Sur Instagram et Facebook, les publicités pour ados basées sur leur genre bientôt interdites

TURKEY - 2022/07/28: In this photo illustration, the app icons of Facebook, Messenger, Instagram, WhatsApp, and Oculus VR are displayed on a smartphone screen with a Meta logo in the background. (Photo Illustration by Onur Dogman/SOPA Images/LightRocket via Getty Images)
SOPA Images / SOPA Images/LightRocket via Gett TURKEY - 2022/07/28: In this photo illustration, the app icons of Facebook, Messenger, Instagram, WhatsApp, and Oculus VR are displayed on a smartphone screen with a Meta logo in the background. (Photo Illustration by Onur Dogman/SOPA Images/LightRocket via Getty Images)

RÉSEAUX SOCIAUX - Les publicités basées sur le genre des ados, c’est fini. En tout cas sur Instagram et Facebook. Meta, la maison mère des deux réseaux sociaux, régulièrement accusés de nuire à la santé mentale du jeune public, a décidé ce mardi 11 janvier de ne plus autoriser les annonceurs à cibler les adolescents en fonction de leur genre.

Dès février, les groupes souhaitant faire de la publicité à destination des mineurs sur ces plateformes n’auront plus accès qu’à leur âge et à leur localisation, pour s’assurer que le contenu des annonces soit approprié et utile, explique Meta dans un message sur son site.

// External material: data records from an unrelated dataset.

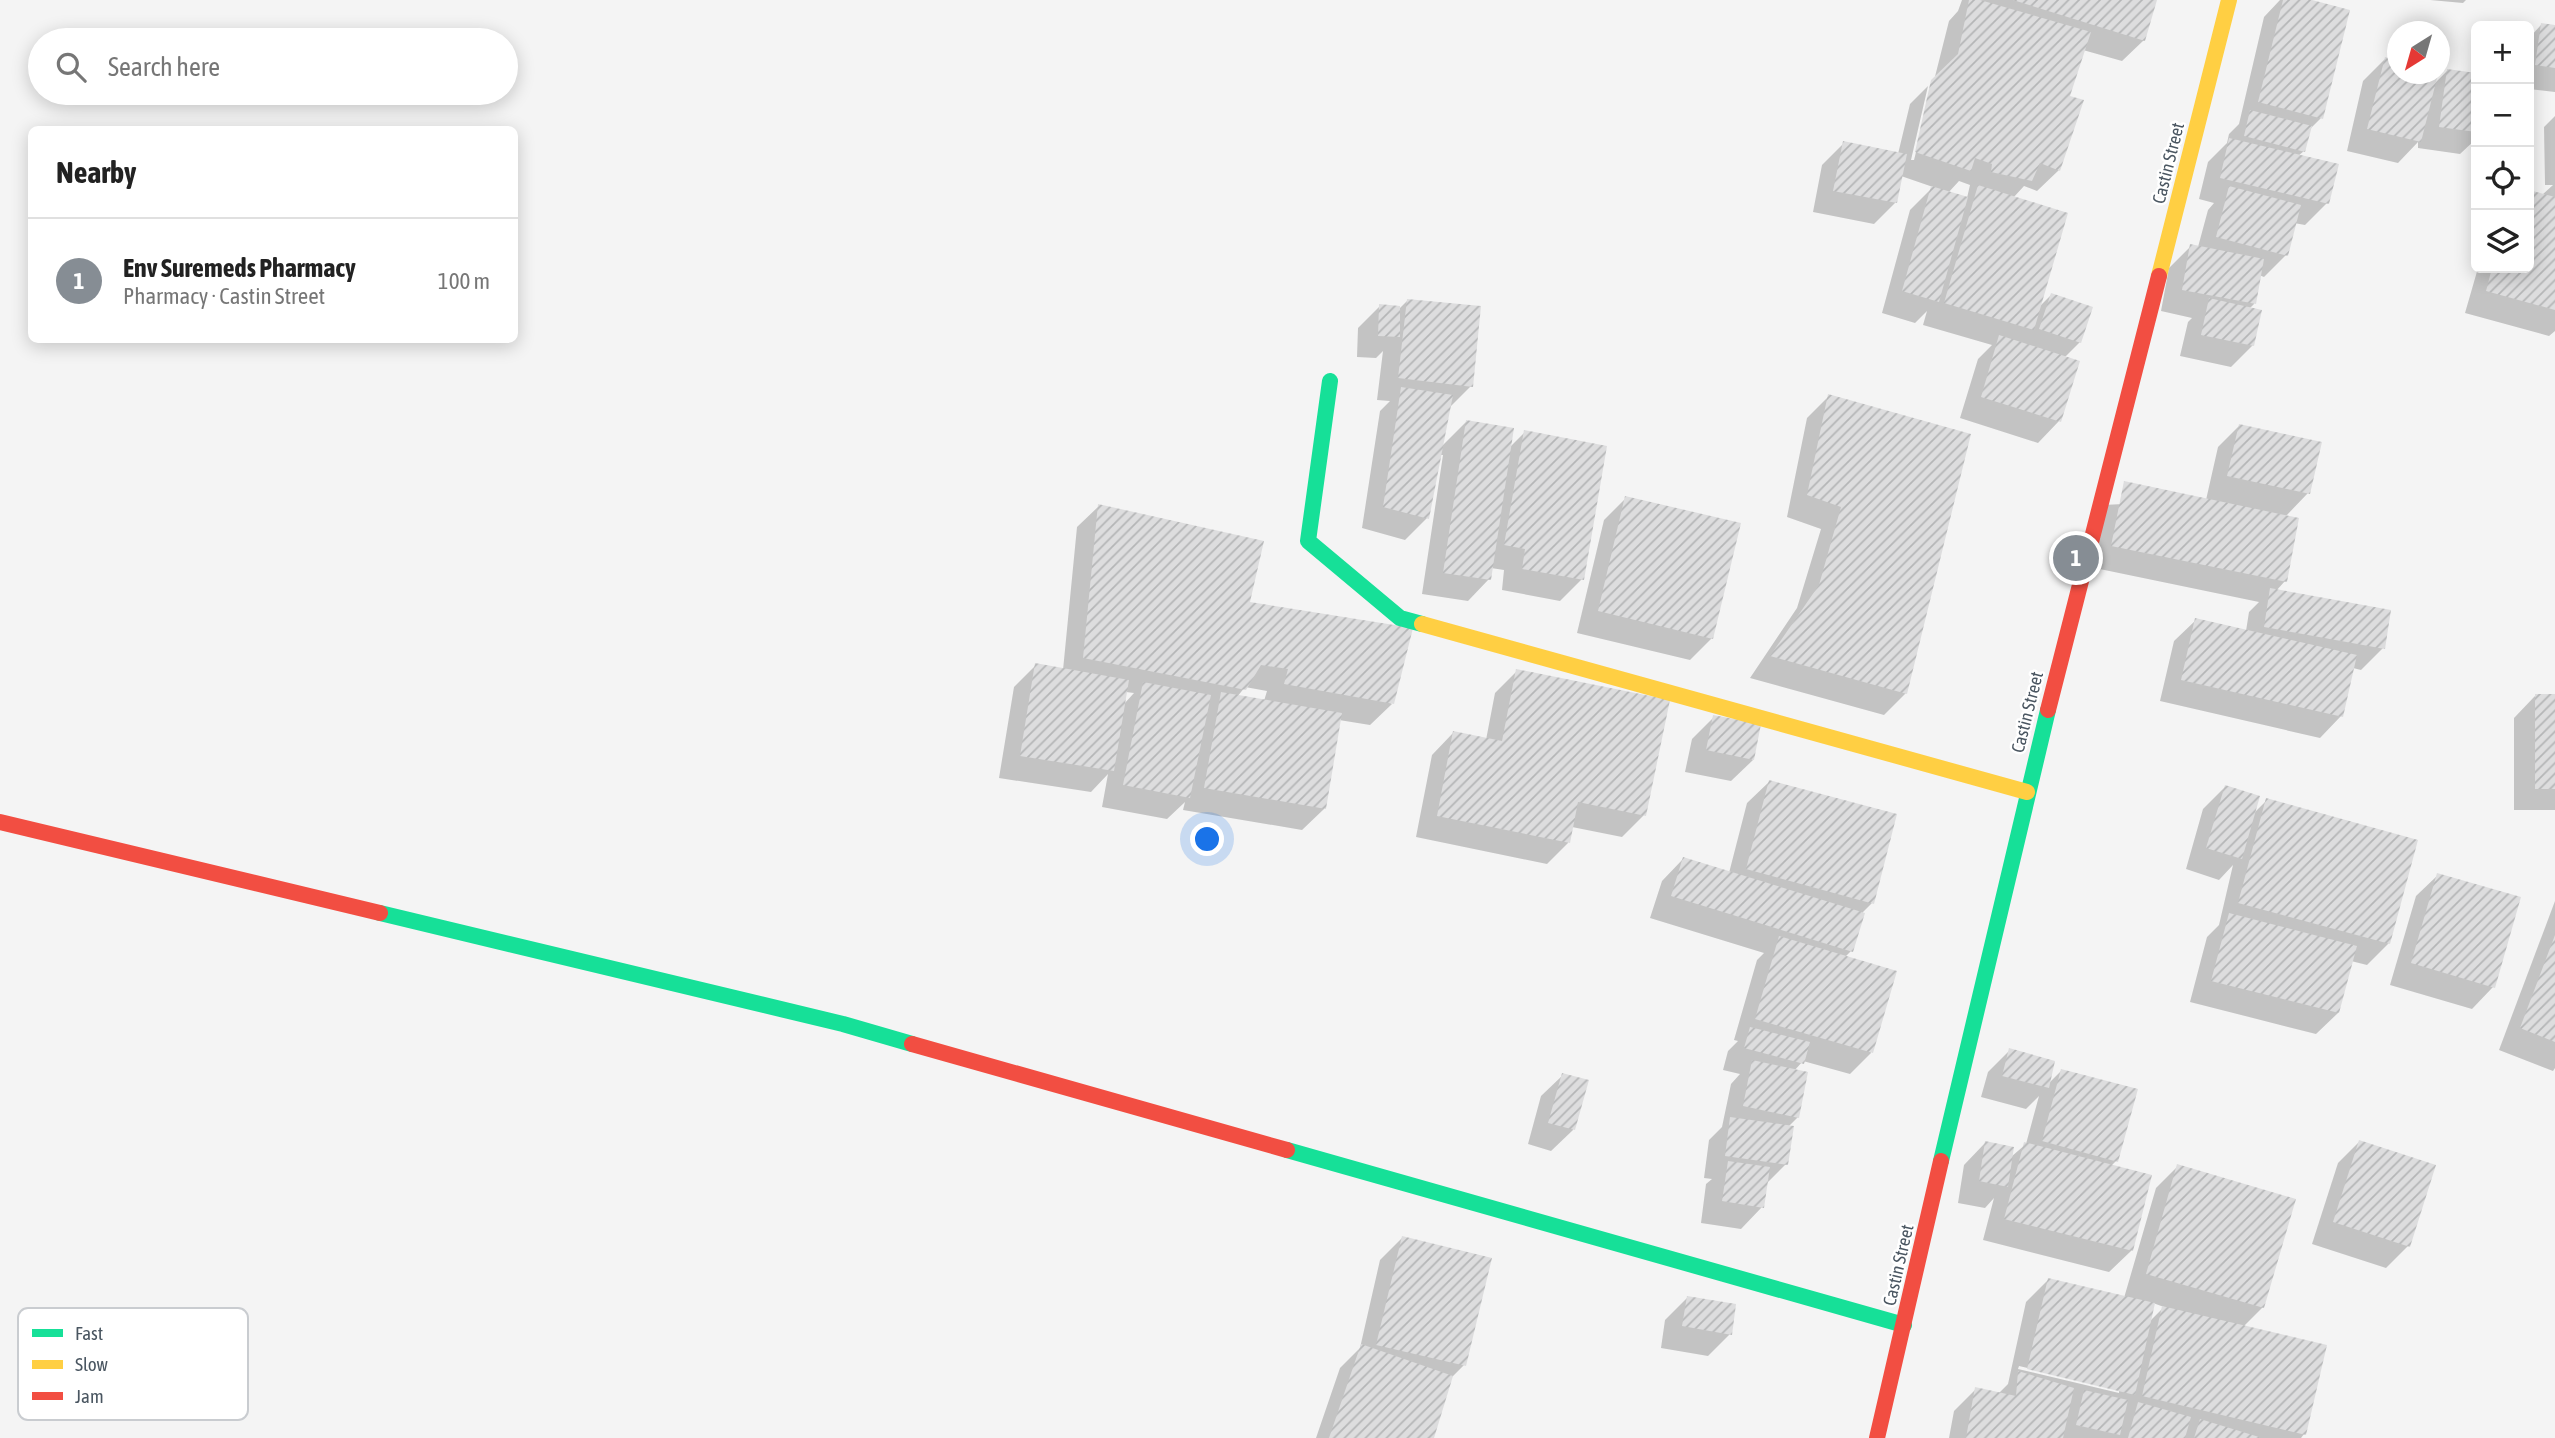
<!DOCTYPE html>
<html lang="en">
<head>
<meta charset="utf-8">
<style>
	body { margin:0; font-family:"Asap Condensed",sans-serif; background:#f6f6f6; color:#222 }
	.controls { position:absolute; right:21px; top:21px; display:grid; overflow:hidden; border-radius:10px; box-shadow:0 4px 18px #0003 }
	.controls button { width:63px; height:63px; display:grid; place-items:center; padding:0; border:0; border-bottom:2px solid #e0e0e0; background:#fff; color:#222; font:35px sans-serif }
	.compass { position:absolute; left:2387px; top:21px; width:63px; height:63px; border-radius:50%; background:#fff; box-shadow:0 4px 18px #0003; rotate:217deg }
	.you { position:absolute; left:1208px; top:840px; width:24px; height:24px; margin:-18px; border:5px solid #fff; border-radius:50%; background:#1a73e8; box-shadow:0 0 0 10px #1a73e833 }
	.badge { display:grid; place-items:center; width:46px; height:46px; border-radius:50%; background:#868d94; color:#fff; font-size:23px; font-weight:700 }
	.pin { position:absolute; translate:-50% -50%; border:4px solid #fff; box-shadow:0 2px 7px #0006 }
	.list { margin:0; padding:0; list-style:none }
	h2 { display:flex; justify-content:space-between; align-items:center; height:91px; margin:0; padding:0 28px; font-size:30px }
	h2 small { font-size:23px; font-weight:400; color:#767676 }
	.list li { display:grid; grid-template-columns:46px 1fr auto; gap:21px; align-items:center; box-sizing:border-box; height:126px; padding:0 28px; border-top:2px solid #e0e0e0 }
	.list b { display:block; font-size:26px; white-space:nowrap }
	.list p { margin:0; font-size:23px; white-space:nowrap; color:#767676 }
	.list em { font-size:23px; font-style:normal; color:#767676 }
	.icon { flex:none; width:38px; height:38px; fill:none; stroke:currentColor; stroke-width:2; stroke-linecap:round; stroke-linejoin:round }
	.map { position:relative; flex:none; width:2555px; height:1438px; overflow:hidden }
	.search { position:absolute; background:#fff; box-shadow:0 4px 18px #0003; left:28px; top:28px; width:490px; height:77px; display:flex; align-items:center; gap:18px; box-sizing:border-box; padding:0 24px; border-radius:38px; color:#767676; font-size:26px }
	.panel { position:absolute; background:#fff; box-shadow:0 4px 18px #0003; left:28px; top:126px; width:490px; height:217px; border-radius:10px }
	.map>svg:first-child { display:block }
	.shadow { fill:#0003; fill-rule:evenodd }
	.building { fill:url(#building-hatch) }
	.lines { fill:none; stroke-linecap:round; stroke-linejoin:round }
	.fast { stroke:#16e098; stroke-width:16 }
	.slow { stroke:#ffcf43; stroke-width:16 }
	.jam { stroke:#f24e42; stroke-width:16 }
	.labels { text-anchor:middle; dominant-baseline:central; stroke-width:5; stroke-linejoin:round; paint-order:stroke }
	.street-label { font-size:18px; fill:#4a5661; stroke:#fff }
	.key { fill:#fff; stroke:#c9ccd0; stroke-width:2 }
	.key-label { font-size:19px; fill:#4a5661 }
</style>
</head>
<body>
<div class="map">
<svg width="2555" height="1438" viewBox="0 0 2555 1438">
	<defs>
		<pattern id="building-hatch" width="6" height="6" patternUnits="userSpaceOnUse" patternTransform="scale(1.75)"><rect width="6" height="6" fill="#ddddde"/><path d="M-1 1l2-2M0 6l6-6M5 7l2-2" fill="none" stroke="#b5b6b7"/></pattern>
	</defs>
	<rect width="100%" height="100%" fill="#f4f4f4"/>
	<g class="shadow">
		<path d="M1962 0H2156L2144 40 2122 61 2083 50 2068 97 2059 170 2037 191 2024 186 2013 198 2038 308 2051 295 2080 342 2064 358 2059 421 2038 443 1960 418 1978 359 1992 345 1923 325 1927 311 1915 323 1882 313 1910 210 1933 187 1901 176 1896 202 1874 224 1813 212 1822 165 1844 143 1898 154 1910 104 1928 86 1911 160H1914L1949 21 1958 11ZM1959 181 1970 185 1967 198 1948 193Z"/>
		<path d="M2280 0H2305L2321 118 2309 130 2304 151 2298 156 2327 203 2305 225 2294 223 2286 255 2264 277 2259 275 2254 304 2249 309 2253 345 2231 367 2180 356 2188 322 2192 318 2161 311 2169 268 2191 246 2198 247 2208 210 2214 203 2199 199 2208 162 2227 143 2229 134 2239 124 2264 17Z"/>
		<path d="M2430 0H2466L2463 3Z"/>
		<path d="M2541 25 2555 27V92L2529 89V38Z"/>
		<path d="M2385 59 2398 74H2436L2433 85 2447 71 2476 75V139L2460 154 2418 148V142L2398 163 2347 151 2363 81Z"/>
		<path d="M2555 116V331L2549 336 2465 313 2478 268H2529V191L2542 195 2553 185H2545L2544 127Z"/>
		<path d="M1408 300 1471 386 1449 408 1441 447 1466 422 1509 448 1525 432 1582 579 1560 601 1502 590 1504 570 1491 568 1489 579 1468 601 1422 594 1443 455H1440L1427 518 1405 540 1362 528 1380 411 1390 401 1377 400 1383 351 1376 358 1357 357 1358 328 1380 306 1400 308Z"/>
		<path d="M1829 396 1906 693 1884 715 1750 678 1797 608 1821 529 1787 517 1807 418Z"/>
		<path d="M2239 426 2308 493 2285 517V581L2276 591 2383 648 2361 670 2353 668 2341 716 2320 738 2160 701 2174 641 2196 620 2246 631 2249 612 2259 602 2090 567 2103 505 2206 500 2218 447Z"/>
		<path d="M1626 498 1712 638 1690 660 1577 633 1604 520Z"/>
		<path d="M1099 506 1392 704 1370 725 1339 720 1324 809 1302 830 1183 810 1185 802 1167 819 1102 807 1108 774 1091 792 999 778 1014 687 1036 665 1063 670 1077 527ZM1245 687 1267 691 1264 701 1237 697ZM1126 692 1134 693 1124 704Z"/>
		<path d="M1517 671 1644 815 1622 837 1572 827 1568 843 1547 864 1416 837 1432 755 1453 733 1486 740 1495 693Z"/>
		<path d="M2535 696H2555V810H2514V718Z"/>
		<path d="M1714 717 1753 760 1731 781 1685 772 1692 739Z"/>
		<path d="M1769 782 1872 903 1863 912 1851 951 1845 957 1871 1053 1850 1074 1803 1061 1794 1071 1798 1117 1788 1127 1786 1164 1765 1185 1762 1207 1741 1229 1701 1223 1706 1184 1712 1179 1704 1178 1709 1140 1722 1127 1731 1084 1740 1074 1723 1070 1728 1051 1738 1041 1734 1040 1757 960 1764 953 1650 918 1662 881 1683 859 1729 873 1747 803Z"/>
		<path d="M2225 787 2254 813 2267 800 2389 943 2367 965 2351 961 2338 1013 2316 1034 2190 1002 2207 937 2219 925 2233 865 2219 880 2186 869 2203 809Z"/>
		<path d="M2438 875 2493 987 2472 1009 2390 985 2416 896Z"/>
		<path d="M2555 901V1068L2553 1071 2499 1050Z"/>
		<path d="M2010 1050 2048 1084 2061 1071 2116 1161 2111 1166 2150 1176 2131 1251 2109 1272 1983 1240 1994 1198 1985 1208 1958 1203 1964 1165 1985 1143 2011 1157 2026 1144 2039 1096 2026 1109 1981 1097 1988 1072Z"/>
		<path d="M1563 1075 1587 1082 1573 1130 1551 1151 1528 1144 1541 1096Z"/>
		<path d="M2359 1142 2408 1246 2386 1268 2312 1244 2338 1163Z"/>
		<path d="M2178 1166 2263 1307 2243 1327 2304 1434 2301 1438H1949L1954 1411 1976 1389 1998 1394 2008 1384 2026 1302 2048 1280 2124 1298 2156 1188ZM2153 1303 2164 1307 2149 1322ZM2019 1366 2119 1389V1393L2018 1369Z"/>
		<path d="M1402 1238 1464 1365 1451 1378 1432 1438H1316L1340 1368 1360 1348 1380 1260Z"/>
		<path d="M1687 1298 1730 1334 1708 1356 1661 1348 1665 1320Z"/>
	</g>
	<g class="building">
		<path d="M1969 0H1980L2091 32 2070 96 2084 100 2060 171 2040 163 2032 181 1991 172 1992 164 1975 158 1971 171 1915 152 1931 80 1958 54Z"/>
		<path d="M2013 0H2157L2145 41Z"/>
		<path d="M2283 0H2312L2350 10 2323 119 2258 102Z"/>
		<path d="M2541 23 2555 25V68L2535 65Z"/>
		<path d="M2385 57 2398 60V74H2438L2421 142 2367 129Z"/>
		<path d="M2447 69 2476 73V132L2439 127Z"/>
		<path d="M2250 110 2312 126 2305 152 2244 136Z"/>
		<path d="M2229 138 2339 164 2329 204 2220 178Z"/>
		<path d="M1843 141 1907 154 1897 203 1833 191Z"/>
		<path d="M1978 185 2068 213 2034 330 1944 303Z"/>
		<path d="M1931 186 1968 197 1939 302 1902 291Z"/>
		<path d="M2229 186 2301 205 2288 256 2216 237Z"/>
		<path d="M2529 190 2555 197V310L2486 291 2492 268H2529Z"/>
		<path d="M2190 244 2264 259 2256 304 2182 290Z"/>
		<path d="M2051 293 2093 307 2081 343 2039 329Z"/>
		<path d="M2209 298 2262 310 2254 346 2201 335Z"/>
		<path d="M1407 299 1481 306 1473 387 1398 378Z"/>
		<path d="M1379 304 1400 306V337L1378 336Z"/>
		<path d="M1999 335 2080 361 2061 422 1981 397Z"/>
		<path d="M1401 387 1453 395 1429 519 1383 507Z"/>
		<path d="M1828 394 1971 434 1907 694 1770 656 1819 585 1841 507 1807 495Z"/>
		<path d="M1466 420 1514 428 1491 580 1443 573Z"/>
		<path d="M2239 424 2322 442 2310 494 2227 476Z"/>
		<path d="M1524 430 1607 446 1584 580 1522 569 1525 549 1504 545Z"/>
		<path d="M2124 481 2299 518 2287 582 2111 546Z"/>
		<path d="M1625 496 1741 523 1713 639 1598 611Z"/>
		<path d="M1098 504 1264 541 1250 602 1413 628 1394 704 1284 684 1288 669 1261 665 1246 690 1083 658Z"/>
		<path d="M2270 588 2391 610 2385 649 2264 627Z"/>
		<path d="M2195 618 2357 655 2343 717 2181 680Z"/>
		<path d="M1035 663 1129 680 1114 771 1020 756Z"/>
		<path d="M1516 669 1670 700 1646 816 1578 802 1570 843 1437 816 1453 731 1502 741Z"/>
		<path d="M1143 682 1211 695 1190 798 1123 785Z"/>
		<path d="M1221 692 1342 713 1326 809 1204 788Z"/>
		<rect x="2535" y="694" width="20" height="95"/>
		<path d="M1713 715 1761 724 1754 760 1706 750Z"/>
		<path d="M1769 780 1897 814 1874 904 1746 869Z"/>
		<path d="M2225 785 2260 796 2242 859 2206 848Z"/>
		<path d="M2266 798 2418 840 2390 944 2238 903Z"/>
		<path d="M1683 857 1865 913 1853 952 1671 896Z"/>
		<path d="M2437 873 2521 897 2495 988 2411 963Z"/>
		<path d="M2229 913 2357 946 2339 1013 2211 981Z"/>
		<path d="M2555 935V1042L2520 1028Z"/>
		<path d="M1779 936 1897 971 1873 1053 1755 1019Z"/>
		<path d="M1750 1027 1810 1042 1804 1064 1744 1048Z"/>
		<path d="M2009 1048 2055 1061 2049 1088 2002 1076Z"/>
		<path d="M1752 1060 1808 1072 1799 1118 1743 1106Z"/>
		<path d="M2061 1069 2138 1089 2118 1162 2042 1141Z"/>
		<path d="M1562 1073 1589 1080 1575 1130 1548 1123Z"/>
		<path d="M1730 1117 1794 1126 1788 1165 1725 1156Z"/>
		<path d="M2359 1140 2436 1165 2410 1247 2333 1222Z"/>
		<path d="M1985 1141 2014 1147 2008 1187 1979 1181Z"/>
		<path d="M2024 1142 2152 1175 2133 1251 2004 1219Z"/>
		<path d="M1728 1161 1770 1167 1764 1208 1722 1201Z"/>
		<path d="M2177 1164 2296 1199 2264 1308 2146 1274Z"/>
		<path d="M1402 1236 1492 1258 1466 1366 1376 1345Z"/>
		<path d="M2048 1278 2155 1303 2135 1395 2027 1369Z"/>
		<path d="M1687 1296 1736 1304 1732 1335 1682 1326Z"/>
		<path d="M2162 1306 2327 1345 2306 1435 2142 1396Z"/>
		<path d="M1361 1344 1453 1376 1434 1438H1329Z"/>
		<path d="M2018 1371 2074 1388 2063 1438H1966L1975 1387 2016 1396Z"/>
		<path d="M2084 1390 2128 1400 2120 1435 2076 1425Z"/>
		<path d="M2138 1402 2191 1417 2185 1438H2128Z"/>
		<path d="M2200 1419 2259 1437V1438H2194Z"/>
	</g>
	<g class="lines">
		<g class="fast">
			<path d="M1330 381 1308 541 1400 618 1422 624"/>
			<path d="M380 913 843 1024 912 1044"/>
			<path d="M1287 1150 1904 1325"/>
			<path d="M1941 1161 2048 710"/>
		</g>
		<g class="slow">
			<path d="M2159 276 2229 0"/>
			<path d="M1422 624 2027 792"/>
		</g>
		<g class="jam">
			<path d="M2048 710 2159 276"/>
			<path d="M0 822 380 913"/>
			<path d="M912 1044 1287 1150"/>
			<path d="M1877 1438 1941 1161"/>
		</g>
	</g>
	<g class="labels">
		<g class="street-label">
			<text transform="translate(2168 163) rotate(-76)">Castin Street</text>
			<text transform="translate(2027 712) rotate(-76)">Castin Street</text>
			<text transform="translate(1898 1265) rotate(-77)">Castin Street</text>
		</g>
	</g>
	<rect x="18" y="1308" width="230" height="112" rx="10" class="key"/>
	<rect x="32" y="1329" width="31" height="8" fill="#16e098"/>
	<rect x="32" y="1360" width="31" height="9" fill="#ffcf43"/>
	<rect x="32" y="1392" width="31" height="8" fill="#f24e42"/>
	<g class="key-label">
		<text x="75" y="1340">Fast</text>
		<text x="75" y="1371">Slow</text>
		<text x="75" y="1403">Jam</text>
	</g>
</svg>
<div class="controls">
<button>+</button>
<button>−</button>
<button><svg class="icon" aria-label="locate" viewBox="0 0 24 24"><circle cx="12" cy="12" r="6"/><path d="M12 2v4M12 18v4M2 12h4M18 12h4"/></svg></button>
<button><svg class="icon" aria-label="layers" viewBox="0 0 24 24"><path d="M12 4l9 5-9 5-9-5zM3 14l9 5 9-5"/></svg></button>
</div>
<svg class="compass" viewBox="-18 -18 36 36"><path d="M0-13l5 13h-10z" fill="#e53935"/><path d="M0 13l5-13h-10z" fill="#767676"/></svg>
<div class="you"></div>
<div class="pin badge" style="left:2076px;top:558px">1</div>
<div class="search"><svg class="icon" aria-label="search" viewBox="0 0 24 24"><circle cx="10" cy="10" r="6"/><path d="M15 15l6 6"/></svg>Search here</div>
<section class="panel">
<h2>Nearby<small></small></h2>
<ul class="list">
<li><span class="badge">1</span><div><b>Env Suremeds Pharmacy</b><p>Pharmacy · Castin Street</p></div><em>100 m</em></li>
</ul>
</section>
</div>
</body>
</html>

Depuis l’été 2021, l’entreprise dirigée par Mark Zuckerberg ne permettait plus aux annonceurs de connaître l’historique des adolescents sur d’autres sites. Meta a étendu cette limitation à ses propres plateformes. Cela revient à « supprimer la possibilité pour les annonceurs de cibler les adolescents en fonction de leurs intérêts et de leurs activités », indique l’entreprise.

Le groupe prévoit aussi de laisser plus facilement les moins de 18 ans indiquer quand ils souhaitent recevoir moins de publicités sur certains sujets, comme un genre de séries télé ou un sport spécifique.

Des effets néfastes sur les ados

Des élus américains et des associations de protection de l’enfance reprochent aux applications particulièrement populaires chez les jeunes, comme Instagram mais aussi Snapchat, Youtube ou TikTok, d’avoir des effets néfastes sur ses plus jeunes utilisateurs.

Les accusations ont pris une nouvelle dimension quand, à l’automne 2021, l’ex-employée de Facebook Frances Haugen a fait fuiter des documents internes montrant que les dirigeants de la plateforme avaient conscience de certains risques pour les mineurs. Les entreprises tentent depuis de donner des gages sur la protection des adolescents.

Des efforts insuffisants selon certains : les responsables des écoles publiques de Seattle, aux États-Unis, ont déposé vendredi une plainte contre plusieurs réseaux sociaux les accusant d’« atteintes » à la santé mentale des mineurs.

« L’augmentation des suicides, tentatives de suicide et visites aux urgences liées à la santé mentale n’est pas une coïncidence. (...) Cette crise s’aggravait déjà avant la pandémie et la recherche a identifié les réseaux sociaux comme jouant un rôle majeur dans l’apparition de problèmes de santé mentale chez les jeunes », écrivent-ils dans leur plainte.